DeVos Loses Latest Fight Over Rerouting Aid To Private School Students
A controversial rule backed by U.S. Education Secretary Betsy DeVos, and meant to reroute millions of dollars in coronavirus aid to K-12 private school students, has been shut down, at least temporarily.
The U.S. Education Department announced Wednesday that the rule is no longer in effect, after a federal judge determined that the department had not only "acted beyond its authority" but misinterpreted the will of Congress.
At the center of this months-long fight between DeVos and public school advocates is the CARES Act, passed in March. The law set aside more than $13 billion in federal aid to help schools cover their budget-crushing pandemic costs.
Plaintiffs in the lawsuit, led by the NAACP, argued that the money was meant to be distributed to public school districts based on how many low-income students they serve. For private schools, lawmakers required districts to set aside a small portion of that money to pay for "equitable services" such as tutoring or transportation, though only for those schools' low-income students.
DeVos and her Education Department read the law differently, arguing throughout the summer that private schools should receive help based on how many students they serve overall, rather than just their share of low-income students. This could mean, in places with large private school populations, districts serving low-income students could be required to spend relief money on their more affluent, private school neighbors.
In a Sept. 4 decision vacating the rule, Judge Dabney Friedrich of the U.S. District Court in Washington, D.C., wrote, "it is difficult to imagine how Congress could have been clearer" about its intention that these equitable services be reserved for low-income students only. "The Department's arguments to the contrary do not change this straightforward conclusion."
According to one analysis by the Learning Policy Institute, the department's reading of the CARES Act would have increased private schools' share of CARES Act dollars from $127 million to $1.5 billion. The department first issued its controversial interpretation of the law in late-April in the form of guidance. While that guidance was nonbinding, the interim final rule announced in June was enforceable by law.
"The CARES Act is a special, pandemic-related appropriation to benefit all American students, teachers, and families impacted by coronavirus," DeVos said in June. "There is nothing in the law Congress passed that would allow districts to discriminate against children and teachers based on private school attendance and employment."
In a June statement, Daniel A. Domenech, executive director of the School Superintendents Association (AASA), called the rule "an opportunistic money grab, using the pandemic environment to advance the privatization agenda."

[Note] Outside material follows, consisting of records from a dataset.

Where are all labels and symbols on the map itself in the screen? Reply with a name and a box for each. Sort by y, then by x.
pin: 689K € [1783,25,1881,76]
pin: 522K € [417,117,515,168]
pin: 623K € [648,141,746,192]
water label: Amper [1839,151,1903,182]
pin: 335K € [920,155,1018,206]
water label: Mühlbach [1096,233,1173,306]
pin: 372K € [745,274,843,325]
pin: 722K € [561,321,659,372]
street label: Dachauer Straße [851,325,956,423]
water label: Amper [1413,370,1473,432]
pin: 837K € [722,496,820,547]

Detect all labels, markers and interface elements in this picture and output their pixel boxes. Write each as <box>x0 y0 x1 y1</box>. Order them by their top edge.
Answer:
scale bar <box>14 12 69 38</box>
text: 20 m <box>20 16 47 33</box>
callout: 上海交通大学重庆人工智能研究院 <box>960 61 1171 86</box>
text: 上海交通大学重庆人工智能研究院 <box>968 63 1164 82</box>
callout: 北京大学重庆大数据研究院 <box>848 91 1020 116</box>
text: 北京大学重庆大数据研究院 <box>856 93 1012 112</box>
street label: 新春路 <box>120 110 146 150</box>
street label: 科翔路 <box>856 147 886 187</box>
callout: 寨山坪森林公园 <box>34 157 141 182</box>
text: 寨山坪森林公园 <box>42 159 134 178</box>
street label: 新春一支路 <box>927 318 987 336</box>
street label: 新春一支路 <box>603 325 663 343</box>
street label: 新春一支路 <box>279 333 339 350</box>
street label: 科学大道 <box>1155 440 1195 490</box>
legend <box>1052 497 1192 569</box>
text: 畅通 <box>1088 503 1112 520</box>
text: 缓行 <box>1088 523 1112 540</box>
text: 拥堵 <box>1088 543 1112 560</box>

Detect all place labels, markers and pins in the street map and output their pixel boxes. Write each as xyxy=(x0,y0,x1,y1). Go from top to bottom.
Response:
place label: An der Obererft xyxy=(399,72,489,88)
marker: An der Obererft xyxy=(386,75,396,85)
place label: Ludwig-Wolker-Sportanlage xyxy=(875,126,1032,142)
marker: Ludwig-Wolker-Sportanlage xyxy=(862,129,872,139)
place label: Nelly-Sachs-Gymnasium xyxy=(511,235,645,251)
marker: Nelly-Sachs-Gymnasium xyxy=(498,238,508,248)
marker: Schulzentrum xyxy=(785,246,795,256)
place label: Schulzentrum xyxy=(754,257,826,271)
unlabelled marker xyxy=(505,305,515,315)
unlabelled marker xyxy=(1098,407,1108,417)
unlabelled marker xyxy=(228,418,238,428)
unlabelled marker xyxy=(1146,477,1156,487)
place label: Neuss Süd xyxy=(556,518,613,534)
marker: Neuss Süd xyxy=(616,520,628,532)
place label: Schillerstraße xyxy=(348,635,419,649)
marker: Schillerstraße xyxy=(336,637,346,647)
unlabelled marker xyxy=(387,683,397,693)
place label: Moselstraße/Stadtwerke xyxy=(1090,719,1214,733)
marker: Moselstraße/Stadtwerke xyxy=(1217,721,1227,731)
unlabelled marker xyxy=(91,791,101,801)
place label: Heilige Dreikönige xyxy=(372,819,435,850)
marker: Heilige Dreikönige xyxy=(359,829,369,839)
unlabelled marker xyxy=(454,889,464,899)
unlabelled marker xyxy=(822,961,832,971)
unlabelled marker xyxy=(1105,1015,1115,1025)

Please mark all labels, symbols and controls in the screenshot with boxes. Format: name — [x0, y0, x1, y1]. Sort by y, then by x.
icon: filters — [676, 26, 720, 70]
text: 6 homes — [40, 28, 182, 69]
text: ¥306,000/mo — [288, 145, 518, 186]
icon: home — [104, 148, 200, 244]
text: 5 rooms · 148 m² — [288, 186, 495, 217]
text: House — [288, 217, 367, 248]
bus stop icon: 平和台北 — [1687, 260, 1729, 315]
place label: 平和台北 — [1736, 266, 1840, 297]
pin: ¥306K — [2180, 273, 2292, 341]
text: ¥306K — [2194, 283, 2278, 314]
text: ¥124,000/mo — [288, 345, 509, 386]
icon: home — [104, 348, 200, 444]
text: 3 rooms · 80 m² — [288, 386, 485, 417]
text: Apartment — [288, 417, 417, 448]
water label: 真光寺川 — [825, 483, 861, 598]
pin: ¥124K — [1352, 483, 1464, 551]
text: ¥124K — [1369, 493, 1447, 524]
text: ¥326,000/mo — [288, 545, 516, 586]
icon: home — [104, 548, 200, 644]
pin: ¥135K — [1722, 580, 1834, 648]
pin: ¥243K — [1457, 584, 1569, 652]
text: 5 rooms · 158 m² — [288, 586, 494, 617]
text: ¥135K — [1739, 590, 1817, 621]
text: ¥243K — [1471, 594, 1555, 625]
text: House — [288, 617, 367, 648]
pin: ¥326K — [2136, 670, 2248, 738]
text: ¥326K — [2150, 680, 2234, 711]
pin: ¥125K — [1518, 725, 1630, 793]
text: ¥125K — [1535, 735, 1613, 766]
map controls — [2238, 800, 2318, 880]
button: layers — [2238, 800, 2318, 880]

In announcing the rule, the Education Department lamented that "most private schools serving low- and middle-income communities are under great financial strain due to COVID-19" and that "more than 100 private schools have already announced they will not be able to reopen following the pandemic, and hundreds more are facing a similar fate."
Public school advocates argue this fight over how federal aid dollars should be used has forced districts to delay spending, even as their COVID-related costs mount. In an August statement, Rep. Bobby Scott, the Democratic chairman of the House education committee, wrote, "I once again implore the Department to abandon its unlawful equitable services rule and finally provide schools the clarity and resources they need to cope with this unprecedented crisis."
As a result of the court's decision, the rule is no longer in effect, but the Education Department tells NPR that it has not officially rescinded the rule and could still decide to appeal.